Aim of the task:
Only one stretch of the records below is wanted: the lines from the one holding "424,1675 326,1735 319,1694" through the one holding "1115,1669 1095,1685 1104,1701". Return it exactly, both ends included.
╔══
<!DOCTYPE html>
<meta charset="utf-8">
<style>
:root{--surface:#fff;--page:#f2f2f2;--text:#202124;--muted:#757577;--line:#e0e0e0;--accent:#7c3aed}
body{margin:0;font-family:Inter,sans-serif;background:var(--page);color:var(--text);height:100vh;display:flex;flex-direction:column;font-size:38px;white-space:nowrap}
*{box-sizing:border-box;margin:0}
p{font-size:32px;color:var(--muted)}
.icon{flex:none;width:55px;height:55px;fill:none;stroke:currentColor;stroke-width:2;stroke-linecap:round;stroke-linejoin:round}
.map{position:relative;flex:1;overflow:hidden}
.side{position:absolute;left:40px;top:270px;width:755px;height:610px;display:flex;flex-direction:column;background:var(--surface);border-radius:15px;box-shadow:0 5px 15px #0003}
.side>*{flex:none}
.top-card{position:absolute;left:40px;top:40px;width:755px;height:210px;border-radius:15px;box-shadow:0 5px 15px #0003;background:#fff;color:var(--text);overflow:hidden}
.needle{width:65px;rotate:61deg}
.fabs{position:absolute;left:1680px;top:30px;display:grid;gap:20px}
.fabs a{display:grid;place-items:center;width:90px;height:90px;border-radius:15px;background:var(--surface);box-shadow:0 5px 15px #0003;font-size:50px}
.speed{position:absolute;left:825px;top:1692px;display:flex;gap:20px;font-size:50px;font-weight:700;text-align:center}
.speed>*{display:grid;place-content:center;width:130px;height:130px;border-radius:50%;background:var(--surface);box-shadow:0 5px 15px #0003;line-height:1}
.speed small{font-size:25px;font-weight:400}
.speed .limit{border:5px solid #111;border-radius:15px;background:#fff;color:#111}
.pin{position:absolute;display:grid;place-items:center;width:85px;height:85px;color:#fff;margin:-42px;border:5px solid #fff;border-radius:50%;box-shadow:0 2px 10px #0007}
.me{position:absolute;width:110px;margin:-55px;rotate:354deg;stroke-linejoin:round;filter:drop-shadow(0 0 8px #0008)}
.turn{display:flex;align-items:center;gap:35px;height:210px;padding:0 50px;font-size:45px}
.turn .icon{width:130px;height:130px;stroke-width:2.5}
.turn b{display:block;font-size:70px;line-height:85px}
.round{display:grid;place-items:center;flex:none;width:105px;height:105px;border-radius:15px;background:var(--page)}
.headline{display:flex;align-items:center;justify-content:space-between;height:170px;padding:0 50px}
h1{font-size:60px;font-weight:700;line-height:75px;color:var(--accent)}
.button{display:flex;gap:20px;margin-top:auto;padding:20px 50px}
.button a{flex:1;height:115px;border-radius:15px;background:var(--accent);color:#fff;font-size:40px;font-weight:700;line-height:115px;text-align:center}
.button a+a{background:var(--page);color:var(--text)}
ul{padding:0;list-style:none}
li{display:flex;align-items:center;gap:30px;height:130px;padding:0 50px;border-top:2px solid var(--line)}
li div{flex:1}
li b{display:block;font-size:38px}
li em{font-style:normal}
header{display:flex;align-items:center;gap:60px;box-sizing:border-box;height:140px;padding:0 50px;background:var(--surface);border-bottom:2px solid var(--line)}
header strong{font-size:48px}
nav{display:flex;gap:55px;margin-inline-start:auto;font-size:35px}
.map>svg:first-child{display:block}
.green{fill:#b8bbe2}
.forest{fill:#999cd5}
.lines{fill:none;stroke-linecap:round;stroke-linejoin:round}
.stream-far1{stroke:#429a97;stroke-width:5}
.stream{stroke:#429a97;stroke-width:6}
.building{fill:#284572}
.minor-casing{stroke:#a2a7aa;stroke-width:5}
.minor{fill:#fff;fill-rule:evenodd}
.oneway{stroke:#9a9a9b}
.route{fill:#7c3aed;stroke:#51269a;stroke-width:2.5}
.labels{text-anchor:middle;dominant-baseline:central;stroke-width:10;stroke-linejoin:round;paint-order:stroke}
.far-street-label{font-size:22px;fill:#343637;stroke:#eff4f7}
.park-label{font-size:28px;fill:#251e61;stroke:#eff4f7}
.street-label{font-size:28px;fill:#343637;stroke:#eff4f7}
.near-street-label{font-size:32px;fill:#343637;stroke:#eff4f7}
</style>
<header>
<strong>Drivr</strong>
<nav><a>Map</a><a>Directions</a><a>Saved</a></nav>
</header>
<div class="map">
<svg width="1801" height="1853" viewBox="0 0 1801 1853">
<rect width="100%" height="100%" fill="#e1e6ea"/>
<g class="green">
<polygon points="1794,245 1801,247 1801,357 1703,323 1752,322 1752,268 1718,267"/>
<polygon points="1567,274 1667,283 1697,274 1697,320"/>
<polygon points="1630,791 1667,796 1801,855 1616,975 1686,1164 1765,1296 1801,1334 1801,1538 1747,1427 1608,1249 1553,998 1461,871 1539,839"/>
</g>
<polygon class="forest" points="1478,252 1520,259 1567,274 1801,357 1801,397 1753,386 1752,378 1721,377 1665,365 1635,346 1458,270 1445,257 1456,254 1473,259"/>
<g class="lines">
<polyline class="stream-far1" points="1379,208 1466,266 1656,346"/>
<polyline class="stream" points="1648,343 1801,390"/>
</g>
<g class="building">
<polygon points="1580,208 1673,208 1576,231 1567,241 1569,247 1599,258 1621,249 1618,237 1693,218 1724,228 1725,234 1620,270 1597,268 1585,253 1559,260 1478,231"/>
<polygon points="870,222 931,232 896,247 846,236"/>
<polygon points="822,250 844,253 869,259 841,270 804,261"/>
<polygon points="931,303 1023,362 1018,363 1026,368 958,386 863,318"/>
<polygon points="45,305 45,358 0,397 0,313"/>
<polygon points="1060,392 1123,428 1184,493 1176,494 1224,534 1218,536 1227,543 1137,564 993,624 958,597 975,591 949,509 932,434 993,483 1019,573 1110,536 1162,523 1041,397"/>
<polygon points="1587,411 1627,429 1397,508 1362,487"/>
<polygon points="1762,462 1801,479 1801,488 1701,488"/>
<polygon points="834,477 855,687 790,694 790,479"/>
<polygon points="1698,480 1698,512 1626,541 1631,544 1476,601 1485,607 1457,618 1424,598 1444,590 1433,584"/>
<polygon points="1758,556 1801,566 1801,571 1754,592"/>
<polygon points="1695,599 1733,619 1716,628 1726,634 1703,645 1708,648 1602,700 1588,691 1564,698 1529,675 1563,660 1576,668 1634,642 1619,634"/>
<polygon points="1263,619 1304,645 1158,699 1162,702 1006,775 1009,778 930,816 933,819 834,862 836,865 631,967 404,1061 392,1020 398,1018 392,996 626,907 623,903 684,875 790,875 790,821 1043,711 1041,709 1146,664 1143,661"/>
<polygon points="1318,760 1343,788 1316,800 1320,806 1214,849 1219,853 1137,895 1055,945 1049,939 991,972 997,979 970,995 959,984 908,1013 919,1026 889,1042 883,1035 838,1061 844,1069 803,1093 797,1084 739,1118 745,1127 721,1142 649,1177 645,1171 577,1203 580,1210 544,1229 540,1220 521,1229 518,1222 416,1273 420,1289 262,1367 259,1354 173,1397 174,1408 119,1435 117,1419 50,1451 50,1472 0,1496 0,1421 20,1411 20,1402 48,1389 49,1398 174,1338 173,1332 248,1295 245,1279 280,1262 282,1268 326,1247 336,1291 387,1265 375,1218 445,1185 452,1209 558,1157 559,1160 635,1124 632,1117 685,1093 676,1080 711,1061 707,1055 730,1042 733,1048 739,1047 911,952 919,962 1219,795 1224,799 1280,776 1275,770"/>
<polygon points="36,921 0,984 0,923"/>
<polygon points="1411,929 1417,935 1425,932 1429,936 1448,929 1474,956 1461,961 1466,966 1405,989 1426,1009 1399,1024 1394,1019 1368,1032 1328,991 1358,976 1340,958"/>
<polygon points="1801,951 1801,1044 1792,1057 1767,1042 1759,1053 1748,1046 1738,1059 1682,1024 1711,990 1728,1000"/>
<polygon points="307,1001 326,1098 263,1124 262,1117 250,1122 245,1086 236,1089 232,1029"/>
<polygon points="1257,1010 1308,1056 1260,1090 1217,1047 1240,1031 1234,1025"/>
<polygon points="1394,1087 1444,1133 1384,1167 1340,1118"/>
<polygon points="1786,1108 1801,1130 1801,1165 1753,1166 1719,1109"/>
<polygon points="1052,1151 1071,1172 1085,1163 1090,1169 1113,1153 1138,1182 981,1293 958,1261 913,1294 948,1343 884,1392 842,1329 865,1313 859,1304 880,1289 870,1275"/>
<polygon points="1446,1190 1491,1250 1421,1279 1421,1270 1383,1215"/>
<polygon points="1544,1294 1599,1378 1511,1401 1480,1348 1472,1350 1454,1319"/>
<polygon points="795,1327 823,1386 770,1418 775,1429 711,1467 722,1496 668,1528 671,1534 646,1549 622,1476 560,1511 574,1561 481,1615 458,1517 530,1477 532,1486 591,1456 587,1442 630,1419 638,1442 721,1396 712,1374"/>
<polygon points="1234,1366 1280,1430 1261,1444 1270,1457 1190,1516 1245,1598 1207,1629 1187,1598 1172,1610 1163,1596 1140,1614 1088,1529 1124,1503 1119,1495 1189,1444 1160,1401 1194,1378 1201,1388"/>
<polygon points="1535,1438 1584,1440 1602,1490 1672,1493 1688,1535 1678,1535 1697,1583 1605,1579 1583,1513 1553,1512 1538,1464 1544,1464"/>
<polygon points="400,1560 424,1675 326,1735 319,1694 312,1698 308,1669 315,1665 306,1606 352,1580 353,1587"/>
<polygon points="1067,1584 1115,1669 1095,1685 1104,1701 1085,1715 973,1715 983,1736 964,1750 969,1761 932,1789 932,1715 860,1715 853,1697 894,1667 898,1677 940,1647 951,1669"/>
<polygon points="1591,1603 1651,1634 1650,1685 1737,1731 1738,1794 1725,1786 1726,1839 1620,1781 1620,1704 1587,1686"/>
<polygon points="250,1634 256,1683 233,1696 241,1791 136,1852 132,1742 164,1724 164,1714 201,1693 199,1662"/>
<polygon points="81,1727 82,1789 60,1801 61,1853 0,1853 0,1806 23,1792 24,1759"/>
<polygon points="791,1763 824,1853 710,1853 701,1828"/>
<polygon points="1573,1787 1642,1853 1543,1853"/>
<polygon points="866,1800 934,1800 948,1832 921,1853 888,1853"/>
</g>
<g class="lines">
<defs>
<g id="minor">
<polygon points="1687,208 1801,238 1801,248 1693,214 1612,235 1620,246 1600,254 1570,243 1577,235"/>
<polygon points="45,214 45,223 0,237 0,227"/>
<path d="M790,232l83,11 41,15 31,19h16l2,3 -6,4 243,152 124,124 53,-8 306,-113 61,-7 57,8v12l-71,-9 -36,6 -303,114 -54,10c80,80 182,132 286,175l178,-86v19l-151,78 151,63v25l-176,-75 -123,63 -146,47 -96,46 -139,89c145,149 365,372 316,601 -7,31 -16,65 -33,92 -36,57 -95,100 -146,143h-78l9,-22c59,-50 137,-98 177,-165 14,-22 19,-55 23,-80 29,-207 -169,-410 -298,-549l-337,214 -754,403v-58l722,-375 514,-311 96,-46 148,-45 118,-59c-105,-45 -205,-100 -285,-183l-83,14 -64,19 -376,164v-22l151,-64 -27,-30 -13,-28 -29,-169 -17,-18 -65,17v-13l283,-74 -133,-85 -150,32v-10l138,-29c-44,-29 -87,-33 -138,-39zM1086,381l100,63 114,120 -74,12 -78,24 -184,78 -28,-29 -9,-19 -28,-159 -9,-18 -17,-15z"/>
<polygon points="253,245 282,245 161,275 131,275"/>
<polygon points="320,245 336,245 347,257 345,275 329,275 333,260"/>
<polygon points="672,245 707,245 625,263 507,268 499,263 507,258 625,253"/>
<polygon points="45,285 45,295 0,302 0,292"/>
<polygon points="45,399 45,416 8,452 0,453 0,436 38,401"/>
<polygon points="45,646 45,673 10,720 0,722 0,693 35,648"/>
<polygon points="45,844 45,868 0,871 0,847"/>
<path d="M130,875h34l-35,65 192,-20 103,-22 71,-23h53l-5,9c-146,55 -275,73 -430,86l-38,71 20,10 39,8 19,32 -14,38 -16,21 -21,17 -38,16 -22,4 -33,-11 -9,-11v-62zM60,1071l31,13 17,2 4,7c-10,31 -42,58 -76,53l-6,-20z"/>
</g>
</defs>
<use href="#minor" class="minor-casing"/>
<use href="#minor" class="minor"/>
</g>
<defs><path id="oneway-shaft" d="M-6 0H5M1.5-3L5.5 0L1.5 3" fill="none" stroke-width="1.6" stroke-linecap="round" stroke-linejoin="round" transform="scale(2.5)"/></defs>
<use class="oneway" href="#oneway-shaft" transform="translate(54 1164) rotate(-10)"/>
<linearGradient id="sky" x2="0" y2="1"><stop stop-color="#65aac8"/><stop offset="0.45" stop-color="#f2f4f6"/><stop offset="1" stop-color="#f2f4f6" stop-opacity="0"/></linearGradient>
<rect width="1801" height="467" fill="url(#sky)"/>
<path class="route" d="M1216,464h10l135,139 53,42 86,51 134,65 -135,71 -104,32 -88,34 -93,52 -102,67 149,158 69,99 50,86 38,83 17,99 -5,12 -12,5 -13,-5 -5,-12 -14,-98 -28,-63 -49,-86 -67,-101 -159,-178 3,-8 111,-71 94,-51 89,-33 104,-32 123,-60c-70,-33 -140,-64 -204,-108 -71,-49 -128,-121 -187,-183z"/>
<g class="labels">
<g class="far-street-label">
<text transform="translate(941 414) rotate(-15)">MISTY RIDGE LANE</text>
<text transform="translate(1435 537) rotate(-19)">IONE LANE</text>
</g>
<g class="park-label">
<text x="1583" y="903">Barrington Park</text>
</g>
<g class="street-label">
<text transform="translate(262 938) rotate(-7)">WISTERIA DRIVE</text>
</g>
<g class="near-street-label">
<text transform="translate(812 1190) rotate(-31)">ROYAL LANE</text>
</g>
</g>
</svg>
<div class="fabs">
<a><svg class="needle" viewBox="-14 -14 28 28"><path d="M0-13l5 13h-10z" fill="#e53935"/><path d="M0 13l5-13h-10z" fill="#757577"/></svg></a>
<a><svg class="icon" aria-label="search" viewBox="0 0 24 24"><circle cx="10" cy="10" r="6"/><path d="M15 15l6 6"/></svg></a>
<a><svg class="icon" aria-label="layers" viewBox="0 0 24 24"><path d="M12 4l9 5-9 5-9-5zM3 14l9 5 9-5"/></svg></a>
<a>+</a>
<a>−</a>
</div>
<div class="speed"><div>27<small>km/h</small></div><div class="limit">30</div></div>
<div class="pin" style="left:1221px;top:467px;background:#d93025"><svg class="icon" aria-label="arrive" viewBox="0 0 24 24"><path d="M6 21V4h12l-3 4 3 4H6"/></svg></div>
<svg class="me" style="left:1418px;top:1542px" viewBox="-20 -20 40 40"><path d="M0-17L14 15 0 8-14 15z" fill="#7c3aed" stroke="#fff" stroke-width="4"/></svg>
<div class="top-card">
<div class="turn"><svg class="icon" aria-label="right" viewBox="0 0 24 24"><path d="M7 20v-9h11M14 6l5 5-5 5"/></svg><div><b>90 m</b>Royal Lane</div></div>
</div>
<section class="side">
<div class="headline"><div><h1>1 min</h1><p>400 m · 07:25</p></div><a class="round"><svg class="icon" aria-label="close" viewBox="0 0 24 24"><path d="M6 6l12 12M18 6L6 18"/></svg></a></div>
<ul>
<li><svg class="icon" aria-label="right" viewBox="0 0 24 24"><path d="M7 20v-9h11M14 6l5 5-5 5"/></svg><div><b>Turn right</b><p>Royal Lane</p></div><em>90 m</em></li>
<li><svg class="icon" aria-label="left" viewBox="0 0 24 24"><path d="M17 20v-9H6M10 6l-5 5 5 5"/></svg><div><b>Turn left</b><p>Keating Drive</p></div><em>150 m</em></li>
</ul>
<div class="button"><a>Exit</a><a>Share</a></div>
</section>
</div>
╚══
Exercise output:
<polygon points="400,1560 424,1675 326,1735 319,1694 312,1698 308,1669 315,1665 306,1606 352,1580 353,1587"/>
<polygon points="1067,1584 1115,1669 1095,1685 1104,1701 1085,1715 973,1715 983,1736 964,1750 969,1761 932,1789 932,1715 860,1715 853,1697 894,1667 898,1677 940,1647 951,1669"/>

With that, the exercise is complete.